Ayla Algan, Ermenistan’ın başşehri Erivan’da verdiği konsere de değinerek, “Konsere onların bir müziğiyle başladım. Benden Çanakkale Türküsü’nü istemişlerdi. Ben orkestraya döndüm. Programda yoktu. Onlar çaldı, ben de söyledim. Hasebiyle bütün konserlerimde bir şey öğrendim” şeklinde konuştu.

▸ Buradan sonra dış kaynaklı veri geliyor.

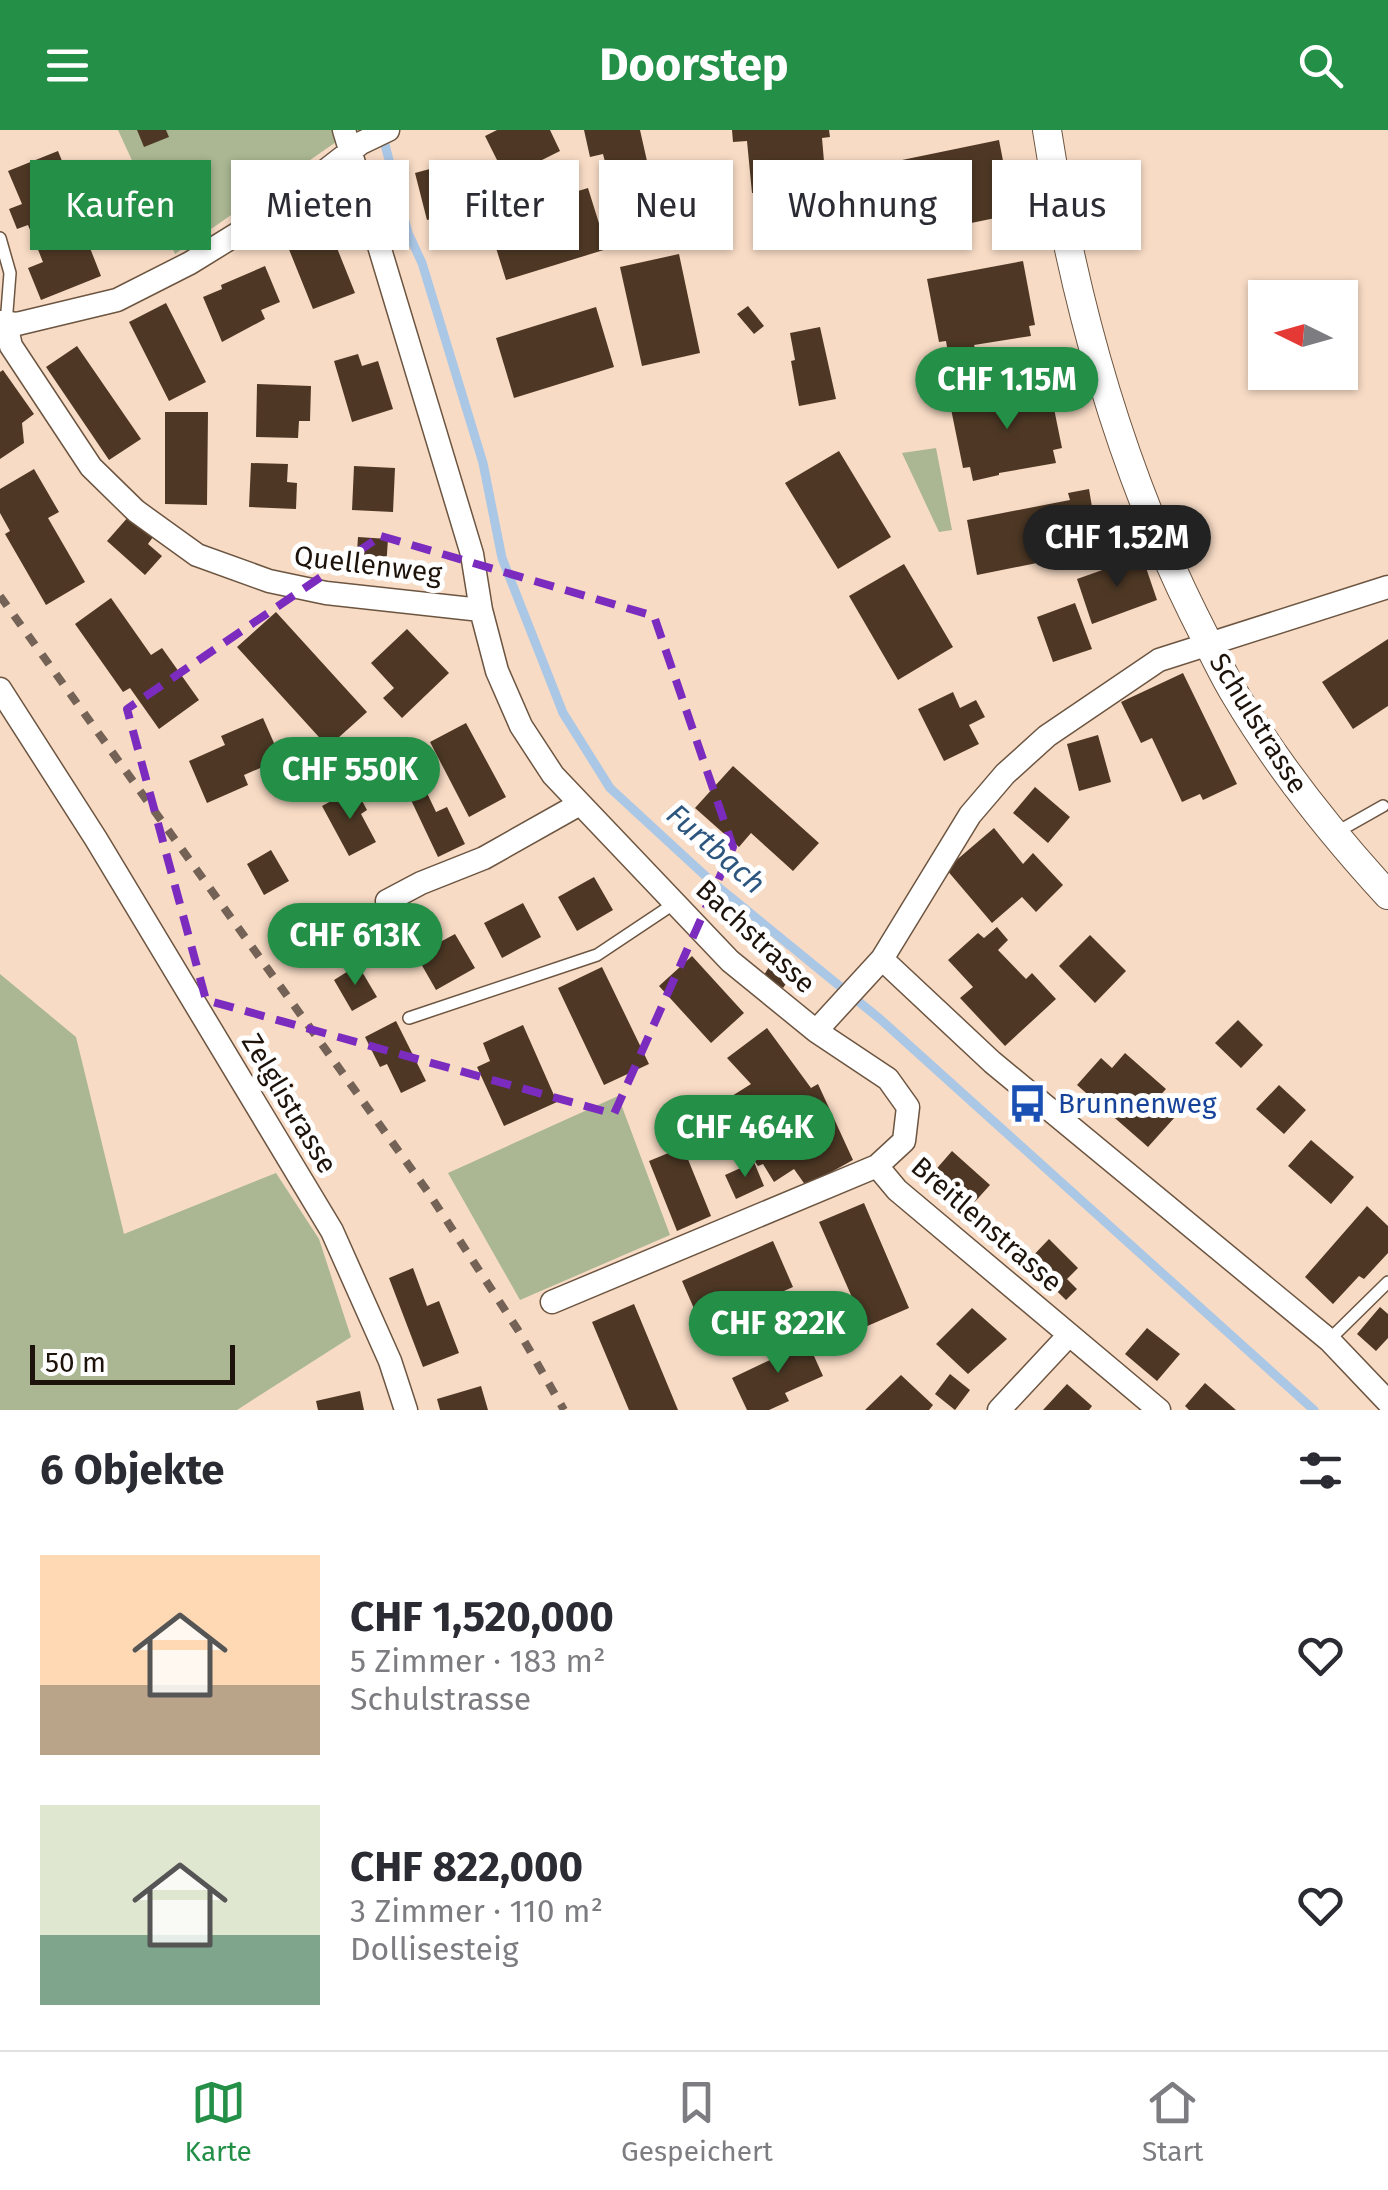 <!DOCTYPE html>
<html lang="de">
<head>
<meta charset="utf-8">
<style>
	:root { --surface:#fff; --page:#f7f7f7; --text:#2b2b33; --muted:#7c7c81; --line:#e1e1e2; --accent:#238f47 }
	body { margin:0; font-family:"Fira Sans",sans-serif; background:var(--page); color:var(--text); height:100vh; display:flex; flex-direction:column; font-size:38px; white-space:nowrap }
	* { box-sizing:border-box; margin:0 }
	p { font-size:32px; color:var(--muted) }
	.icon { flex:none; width:55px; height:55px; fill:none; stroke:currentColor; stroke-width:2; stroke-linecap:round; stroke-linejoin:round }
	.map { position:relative; height:1280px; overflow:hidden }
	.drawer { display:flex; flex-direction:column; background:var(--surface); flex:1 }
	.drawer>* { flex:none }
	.guide { position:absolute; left:30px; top:30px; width:1330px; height:90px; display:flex; gap:20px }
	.needle { width:65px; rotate:275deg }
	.fabs { position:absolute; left:1248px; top:150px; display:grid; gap:20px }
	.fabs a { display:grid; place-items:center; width:110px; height:110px; border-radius:0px; background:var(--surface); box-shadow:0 2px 8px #0004; font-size:50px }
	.scale { position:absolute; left:30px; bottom:25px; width:205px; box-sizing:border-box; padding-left:10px; border:5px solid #1d130b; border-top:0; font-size:28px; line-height:35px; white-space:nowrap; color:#1d130b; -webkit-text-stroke:8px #fff; paint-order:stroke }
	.price { position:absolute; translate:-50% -85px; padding:0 22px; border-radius:35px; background:var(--accent); color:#fff; font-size:32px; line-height:65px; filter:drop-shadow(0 2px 5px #0008) }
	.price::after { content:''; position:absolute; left:50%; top:60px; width:30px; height:22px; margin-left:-15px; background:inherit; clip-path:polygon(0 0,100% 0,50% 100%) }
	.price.selected { background:#222; color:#fff }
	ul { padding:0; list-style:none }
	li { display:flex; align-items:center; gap:30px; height:250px; padding:0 40px }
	li span { display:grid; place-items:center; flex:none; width:280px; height:200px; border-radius:0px; color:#555 }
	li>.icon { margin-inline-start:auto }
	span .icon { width:120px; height:120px; fill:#fffc; stroke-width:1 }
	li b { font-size:42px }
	h2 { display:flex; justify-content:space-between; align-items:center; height:120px; padding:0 40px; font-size:42px }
	.pill { padding:0 35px; border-radius:0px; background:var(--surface); box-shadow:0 2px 8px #0004; font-size:35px; line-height:90px }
	.pill.selected { background:var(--accent); color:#fff }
	header { display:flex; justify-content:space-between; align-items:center; height:130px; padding:0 40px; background:var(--accent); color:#fff; font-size:45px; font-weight:700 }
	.menu { display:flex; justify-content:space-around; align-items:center; height:140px; border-top:2px solid var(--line); background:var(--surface); font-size:28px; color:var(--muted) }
	.menu a { display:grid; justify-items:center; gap:5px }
	.menu .selected { color:var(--accent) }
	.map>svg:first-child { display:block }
</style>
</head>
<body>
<header><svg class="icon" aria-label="menu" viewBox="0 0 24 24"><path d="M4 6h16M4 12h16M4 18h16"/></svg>Doorstep<svg class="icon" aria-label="search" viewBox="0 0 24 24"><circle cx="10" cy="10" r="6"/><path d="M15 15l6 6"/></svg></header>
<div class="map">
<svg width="1388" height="1280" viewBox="0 0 1388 1280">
	<rect width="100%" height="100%" fill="#f7dbc5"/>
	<path fill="#aab792" d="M118,0H332L336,12L175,124Z
		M936,318L952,400L939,402L902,323Z
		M0,844L76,907L124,1104L276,1043L319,1109L351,1207L237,1280H0Z
		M618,966L670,1105L520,1170L448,1043Z"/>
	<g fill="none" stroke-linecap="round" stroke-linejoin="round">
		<path stroke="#abc7e6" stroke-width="9" d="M382,3L408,103L422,133L483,333L502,428L563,583L610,658L712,752L880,889L1314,1280"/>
	</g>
	<path fill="#4e3825" d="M137,0H166L169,7L144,17Z
		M497,0H550L560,21L506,48L485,6Z
		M584,0H640L647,31L607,40L603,24L590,27Z
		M732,0H829L830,7L822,8L826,55L795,58L798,89L763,93L760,63H752L747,11L733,12Z
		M999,10L1011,72L1003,74L1005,86L923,103L921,93L914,95L902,30Z
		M58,21L73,58L81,55L89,74L81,77L96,115L90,118L101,146L41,170L28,138L43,132L28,95L17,99L9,79L22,74L8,41Z
		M448,34L460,81L427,90L415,43Z
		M117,48L139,98L119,107L97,56Z
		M588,58L607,119L506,150L487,89Z
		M328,79L336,101L331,103L355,163L313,179L288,117L306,110L298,90Z
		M679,124L700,223L642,236L620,137Z
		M1023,131L1035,195L1029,196L1031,206L974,215L975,218L948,223L946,211L939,212L927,149Z
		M265,136L280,172L261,180L265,189L222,212L203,167L222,159L221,155Z
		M166,173L206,252L169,271L129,192Z
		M748,176L764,196L754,204L737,184Z
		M596,177L614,237L514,268L496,208Z
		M820,197L836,269L799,276L791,231L795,230L790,203Z
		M77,216L141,309L109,330L46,237Z
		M358,224L362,236L378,231L393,279L352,292L334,231Z
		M3,240L34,284L22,293L24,313L0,329V242Z
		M257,254L311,256L310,291H299L298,308L256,307Z
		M1049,254L1062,318L1053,320L1056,333L999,343V345L973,351L970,337L963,338L950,274Z
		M165,282H208L207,375L165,374Z
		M839,321L891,407L838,439L785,353Z
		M251,333L288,334L287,352L297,353L296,379L249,377Z
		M354,336L395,338L393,382L352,380Z
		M34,339L59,382L48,388L85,452L46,475L5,404L10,401L0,383V359Z
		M1089,359L1092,377L1082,378L1088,408L1078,410L1081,424L977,445L967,390L1070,370L1068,363Z
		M129,386L153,407L148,414L162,426L145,445L107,411Z
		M358,407L388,409L386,438L356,436Z
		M1142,426L1157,470L1092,494L1077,449Z
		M904,434L953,517L898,550L849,466Z
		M111,468L151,525L162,518L199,570L159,599L130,558L123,562L75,494Z
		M1075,473L1092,519L1053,532L1037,487Z
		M276,482L367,582L328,617L237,517Z
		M407,499L449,543L402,588L383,568L394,558L371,533Z
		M1388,509V576L1353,599L1322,552Z
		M1183,543L1237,654L1203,670L1200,664L1182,672L1152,608L1141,613L1121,572Z
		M953,562L960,578L976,570L985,587L969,595L979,614L944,631L918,579Z
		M263,588L281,629L244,645L248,655L207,673L189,631L225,615L221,606Z
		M466,593L506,667L469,687L430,612Z
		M1098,605L1111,652L1079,661L1067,614Z
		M409,625L436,682L447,677L465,714L438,727L393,632Z
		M733,636L819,713L793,741L751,703L739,717L695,678Z
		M1035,657L1070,687L1048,713L1013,683Z
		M355,658L367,680L361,684L376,712L349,726L322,676Z
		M994,698L1023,734L1033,723L1063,755L1036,782L1022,767L992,793L946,739Z
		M271,720L289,751L264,765L247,734Z
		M594,747L613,780L577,801L558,767Z
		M523,773L541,807L502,828L484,793Z
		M313,776L332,808L308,822L289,791Z
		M997,797L1008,810L998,820L1026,849L1032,843L1056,869L1005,916L960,868L973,857L948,830L978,803L984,808Z
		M455,804L475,838L436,860L416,825Z
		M1090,805L1126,841L1095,873L1059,836Z
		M692,826L744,883L711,913L659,856Z
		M774,829L794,842L783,858L764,845Z
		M358,835L377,867L352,881L334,850Z
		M602,837L649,934L604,955L558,858Z
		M1238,890L1263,915L1241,938L1215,913Z
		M396,891L426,951L401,963L387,934L380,937L365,907Z
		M523,895L557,972L504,996L477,937L490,931L483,913Z
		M767,898L811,958L818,954L853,1030L806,1056L794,1039L774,1052L763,1034L758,1036L727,991L733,988L724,971L751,954L727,928Z
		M1125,923L1166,959L1156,970L1175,987L1148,1017L1077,955L1101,928L1112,938Z
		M1279,955L1306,980L1284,1004L1256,979Z
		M680,975H705L706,1007L680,1008Z
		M1311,1010L1354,1047L1331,1074L1288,1036Z
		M683,1017L711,1086L677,1101L649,1031Z
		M952,1021L990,1055L962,1086L925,1052Z
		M754,1032L764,1056L736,1069L725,1045Z
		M864,1073L909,1178L865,1197L819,1092Z
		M1367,1076L1388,1096V1123L1364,1149L1359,1146L1333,1174L1305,1147Z
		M1049,1109L1078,1138L1067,1149L1077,1159L1066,1170L1027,1132Z
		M773,1111L793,1157L702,1197L682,1151Z
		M413,1138L427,1176L439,1171L459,1223L423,1237L389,1148Z
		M634,1174L678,1280H629L592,1192Z
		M1380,1177L1388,1184V1208L1376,1221L1357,1204Z
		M972,1178L1007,1209L968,1244L936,1214Z
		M1147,1198L1180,1224L1157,1251L1125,1224Z
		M805,1206L823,1246L785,1263L789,1271L769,1280H747L732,1248L770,1230L767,1224Z
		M950,1244L970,1260L955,1280L935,1264Z
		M901,1245L933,1275L929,1280H865Z
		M1205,1253L1236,1280H1189L1185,1276Z
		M1067,1254L1092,1276L1089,1280H1043Z
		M481,1256L488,1280H440L437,1269Z
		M360,1261L364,1280H318L316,1271Z"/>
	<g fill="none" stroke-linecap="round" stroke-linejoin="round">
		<defs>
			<path id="service" d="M0,108L10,143L6,194
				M1337,702L1383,676
				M409,888L597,825L675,773
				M1329,1210L1388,1152"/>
			<path id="minor" d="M344,0L472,424L481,480L497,541L521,596L553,645L730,831L816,901L888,949L908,977L904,1011L877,1036L897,1060L1159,1280
				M0,192L17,194L117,170L190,133L271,83L361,13L388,0
				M6,194L11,216L91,337L136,381L197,425L269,451L326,463L481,480
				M0,559L96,709L332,1101L390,1231L406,1280
				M387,771L421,753L484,728L578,675
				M882,829L992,932L1329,1210L1388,1272
				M816,901L882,829L970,685L1005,644L1047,606L1159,530L1388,457
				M552,1172L877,1036
				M999,1280L1069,1205"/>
			<path id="tertiary" d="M1047,0C1073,168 1118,332 1194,485C1208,512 1220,540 1236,566C1279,638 1331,703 1388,765"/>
		</defs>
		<use href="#service" stroke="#6c5541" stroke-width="14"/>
		<use href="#minor" stroke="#6c5541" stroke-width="25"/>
		<use href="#tertiary" stroke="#6c5541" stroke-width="30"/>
		<use href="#service" stroke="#fff" stroke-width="11"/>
		<use href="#minor" stroke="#fff" stroke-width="22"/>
		<use href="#tertiary" stroke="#fff" stroke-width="28"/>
		<path stroke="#736255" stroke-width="8" stroke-dasharray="12 12" stroke-linecap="butt" d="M0,466L428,1062L518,1200L564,1280"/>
	</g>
	<path fill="none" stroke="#7b2cbf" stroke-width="8" stroke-dasharray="20 12" stroke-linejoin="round" d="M381,406L654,486L733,717L614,984L206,870L127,579Z"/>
	<defs>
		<symbol id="bus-bare" viewBox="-9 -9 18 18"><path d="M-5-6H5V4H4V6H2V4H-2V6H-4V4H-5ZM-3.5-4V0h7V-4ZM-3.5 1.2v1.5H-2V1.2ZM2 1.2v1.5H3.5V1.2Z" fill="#1a4fb4" stroke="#fff" stroke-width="2.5" paint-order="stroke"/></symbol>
	</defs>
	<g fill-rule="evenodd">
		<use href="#bus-bare" x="1000" y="946" width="55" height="55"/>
	</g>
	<g text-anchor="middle" stroke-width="10" stroke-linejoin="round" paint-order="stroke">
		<g font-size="28" fill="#1d130b" stroke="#fff">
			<text transform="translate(368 434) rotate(7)" y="10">Quellenweg</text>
			<text transform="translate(1259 593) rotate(58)" y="10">Schulstrasse</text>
			<text transform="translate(756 806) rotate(43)" y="10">Bachstrasse</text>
			<text transform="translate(290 973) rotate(59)" y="10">Zelglistrasse</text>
			<text transform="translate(987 1094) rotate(41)" y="10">Breitlenstrasse</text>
		</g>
		<g font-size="28" fill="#164399" stroke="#fff" text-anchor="start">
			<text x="1058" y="983">Brunnenweg</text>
		</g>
		<g font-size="30" font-style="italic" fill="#2d567f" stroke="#fff">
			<text transform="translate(716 719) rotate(41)" y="10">Furtbach</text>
		</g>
	</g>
</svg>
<div class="fabs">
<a><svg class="needle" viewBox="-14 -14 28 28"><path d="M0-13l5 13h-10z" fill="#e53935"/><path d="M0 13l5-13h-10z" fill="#7c7c81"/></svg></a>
</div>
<div class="scale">50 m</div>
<b class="price" style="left:1007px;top:302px">CHF 1.15M</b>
<b class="price selected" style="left:1117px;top:460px">CHF 1.52M</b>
<b class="price" style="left:350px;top:692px">CHF 550K</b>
<b class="price" style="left:355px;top:858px">CHF 613K</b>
<b class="price" style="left:745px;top:1050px">CHF 464K</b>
<b class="price" style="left:778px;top:1246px">CHF 822K</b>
<div class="guide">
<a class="pill selected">Kaufen</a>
<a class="pill">Mieten</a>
<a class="pill">Filter</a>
<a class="pill">Neu</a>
<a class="pill">Wohnung</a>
<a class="pill">Haus</a>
</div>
</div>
<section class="drawer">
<h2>6 Objekte<svg class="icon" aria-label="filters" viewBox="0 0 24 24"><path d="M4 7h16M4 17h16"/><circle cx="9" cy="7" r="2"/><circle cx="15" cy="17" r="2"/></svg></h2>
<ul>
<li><span style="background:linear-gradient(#ffd9b3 65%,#b9a48a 0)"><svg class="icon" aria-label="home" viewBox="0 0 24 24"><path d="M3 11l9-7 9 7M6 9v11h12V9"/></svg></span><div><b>CHF 1,520,000</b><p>5 Zimmer · 183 m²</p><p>Schulstrasse</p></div><svg class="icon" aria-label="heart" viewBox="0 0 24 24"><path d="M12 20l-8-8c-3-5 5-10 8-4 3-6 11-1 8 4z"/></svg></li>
<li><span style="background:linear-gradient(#dfe7d0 65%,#7fa58c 0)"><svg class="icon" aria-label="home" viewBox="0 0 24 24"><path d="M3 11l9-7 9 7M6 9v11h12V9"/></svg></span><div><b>CHF 822,000</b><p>3 Zimmer · 110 m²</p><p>Dollisesteig</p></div><svg class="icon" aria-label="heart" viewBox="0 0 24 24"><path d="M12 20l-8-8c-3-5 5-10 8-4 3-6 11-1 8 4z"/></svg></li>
</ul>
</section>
<nav class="menu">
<a class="selected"><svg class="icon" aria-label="map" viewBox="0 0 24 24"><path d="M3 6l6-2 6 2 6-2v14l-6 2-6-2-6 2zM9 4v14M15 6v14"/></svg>Karte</a>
<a><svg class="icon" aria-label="saved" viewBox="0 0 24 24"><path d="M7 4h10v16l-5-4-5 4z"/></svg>Gespeichert</a>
<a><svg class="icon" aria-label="home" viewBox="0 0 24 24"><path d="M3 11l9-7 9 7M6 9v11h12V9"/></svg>Start</a>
</nav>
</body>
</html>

Ayrıca Avrupa’nın 13. yüzyılda karanlık bir dönem yaşadığına işaret ederek Yunus Emre’nin değerine şu tabirlerle dikkat çekti:
“Yunus Emre’yi her yerde söyledim. Fransızca ve İngilizcesi hoş oldu lakin Almancası çok uygun olmadı. Almanca yapısal bir lisan. Bir duyguyu anlatmak için en az iki söz gerekiyor. Yunusa da olmuyor. ‘Sevi’ diyor mesela Yunus, hem ‘aşk’ hem de ‘barış’ demek… ‘Dava için gelmedim, sevi için geldim’ diyor. Almancayı söyledim lakin pek hoş olmadı” değerlendirmesinde bulundu.”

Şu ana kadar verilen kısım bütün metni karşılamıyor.